* SOURCE DATA
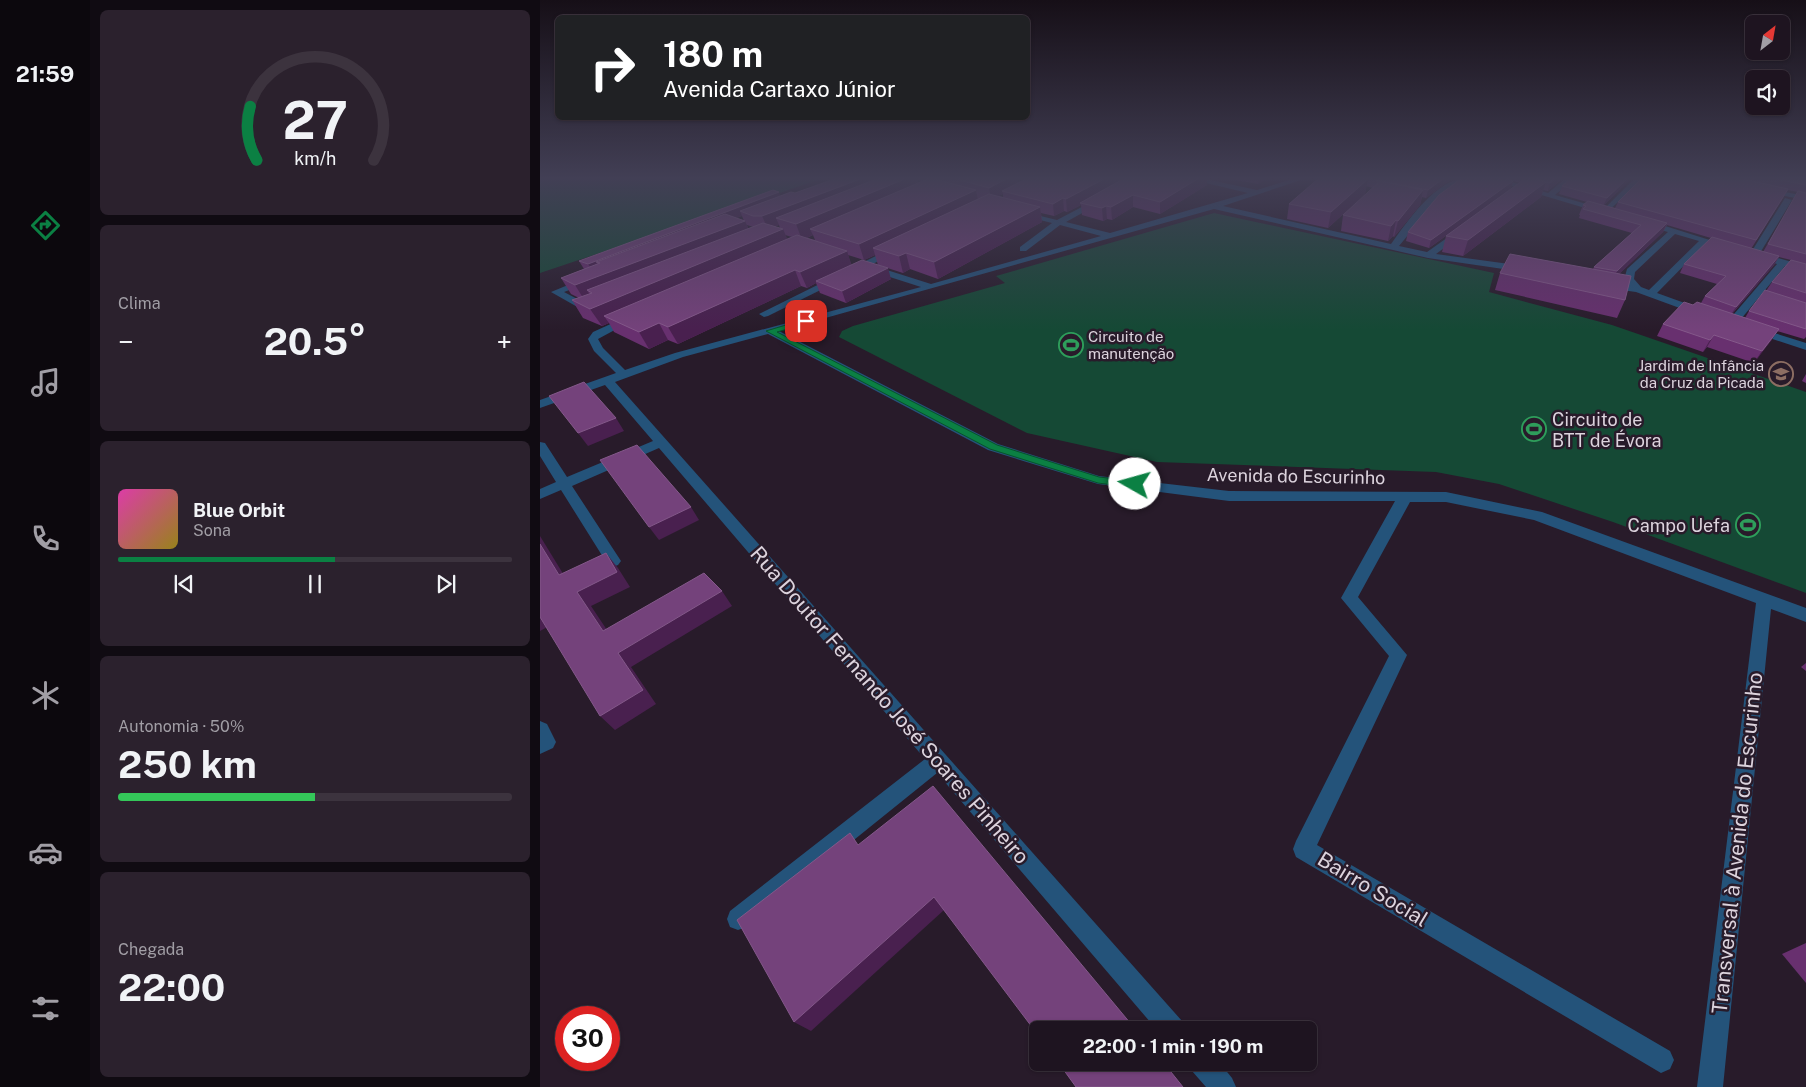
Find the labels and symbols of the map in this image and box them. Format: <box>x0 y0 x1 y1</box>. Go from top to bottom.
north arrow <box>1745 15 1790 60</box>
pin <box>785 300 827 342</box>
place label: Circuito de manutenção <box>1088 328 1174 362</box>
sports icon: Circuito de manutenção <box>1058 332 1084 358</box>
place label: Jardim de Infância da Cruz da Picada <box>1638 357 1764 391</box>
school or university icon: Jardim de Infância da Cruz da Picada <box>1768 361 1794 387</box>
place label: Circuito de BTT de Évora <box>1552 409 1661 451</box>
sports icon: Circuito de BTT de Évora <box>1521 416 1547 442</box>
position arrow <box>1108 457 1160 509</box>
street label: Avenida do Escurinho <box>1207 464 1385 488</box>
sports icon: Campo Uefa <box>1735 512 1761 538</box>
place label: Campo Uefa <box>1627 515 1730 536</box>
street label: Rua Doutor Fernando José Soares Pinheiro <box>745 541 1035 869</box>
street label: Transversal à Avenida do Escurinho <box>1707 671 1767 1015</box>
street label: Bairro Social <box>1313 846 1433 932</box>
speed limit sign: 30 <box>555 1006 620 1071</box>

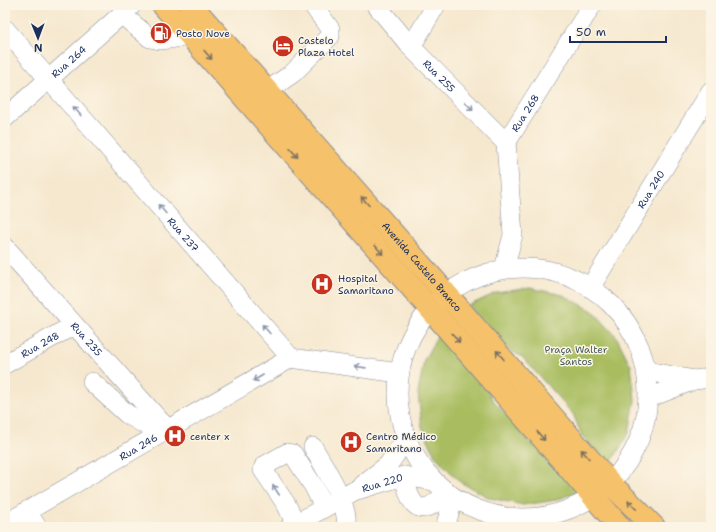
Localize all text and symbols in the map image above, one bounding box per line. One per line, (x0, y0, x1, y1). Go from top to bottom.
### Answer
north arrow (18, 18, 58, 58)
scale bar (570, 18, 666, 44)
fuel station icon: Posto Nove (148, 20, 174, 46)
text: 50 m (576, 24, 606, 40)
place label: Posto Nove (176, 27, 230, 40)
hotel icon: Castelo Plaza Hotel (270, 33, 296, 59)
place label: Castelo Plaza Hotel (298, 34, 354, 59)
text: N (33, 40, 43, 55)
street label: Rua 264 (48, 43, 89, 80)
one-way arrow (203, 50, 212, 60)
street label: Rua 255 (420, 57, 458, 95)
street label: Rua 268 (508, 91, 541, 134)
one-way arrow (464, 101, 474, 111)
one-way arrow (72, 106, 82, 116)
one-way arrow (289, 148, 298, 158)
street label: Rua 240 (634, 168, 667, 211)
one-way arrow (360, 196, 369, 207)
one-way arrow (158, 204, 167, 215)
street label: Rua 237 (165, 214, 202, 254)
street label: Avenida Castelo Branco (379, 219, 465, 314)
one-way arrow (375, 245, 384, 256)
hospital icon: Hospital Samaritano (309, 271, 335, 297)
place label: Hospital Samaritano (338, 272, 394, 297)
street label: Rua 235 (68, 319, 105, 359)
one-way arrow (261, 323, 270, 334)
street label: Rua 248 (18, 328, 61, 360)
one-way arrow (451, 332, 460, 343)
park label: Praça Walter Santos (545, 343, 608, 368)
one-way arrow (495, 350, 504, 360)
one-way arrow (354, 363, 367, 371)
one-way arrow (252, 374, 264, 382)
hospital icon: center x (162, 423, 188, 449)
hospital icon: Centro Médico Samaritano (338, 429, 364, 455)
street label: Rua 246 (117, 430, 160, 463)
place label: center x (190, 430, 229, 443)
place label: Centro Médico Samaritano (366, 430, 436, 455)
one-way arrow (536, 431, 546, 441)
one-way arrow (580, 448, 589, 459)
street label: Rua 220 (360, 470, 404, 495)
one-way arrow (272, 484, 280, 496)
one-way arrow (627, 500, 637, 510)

* REQUIREMENT
Only the lines from the start of the records above through the line containing "Localize all text" should be returned, exactly and with both ends, please; the pictures stay out.

* RESULT
Find the labels and symbols of the map in this image and box them. Format: <box>x0 y0 x1 y1</box>. Go from top to bottom.
north arrow <box>1745 15 1790 60</box>
pin <box>785 300 827 342</box>
place label: Circuito de manutenção <box>1088 328 1174 362</box>
sports icon: Circuito de manutenção <box>1058 332 1084 358</box>
place label: Jardim de Infância da Cruz da Picada <box>1638 357 1764 391</box>
school or university icon: Jardim de Infância da Cruz da Picada <box>1768 361 1794 387</box>
place label: Circuito de BTT de Évora <box>1552 409 1661 451</box>
sports icon: Circuito de BTT de Évora <box>1521 416 1547 442</box>
position arrow <box>1108 457 1160 509</box>
street label: Avenida do Escurinho <box>1207 464 1385 488</box>
sports icon: Campo Uefa <box>1735 512 1761 538</box>
place label: Campo Uefa <box>1627 515 1730 536</box>
street label: Rua Doutor Fernando José Soares Pinheiro <box>745 541 1035 869</box>
street label: Transversal à Avenida do Escurinho <box>1707 671 1767 1015</box>
street label: Bairro Social <box>1313 846 1433 932</box>
speed limit sign: 30 <box>555 1006 620 1071</box>

Localize all text and symbols in the map image above, one bounding box per line. One per line, (x0, y0, x1, y1). Go from top to bottom.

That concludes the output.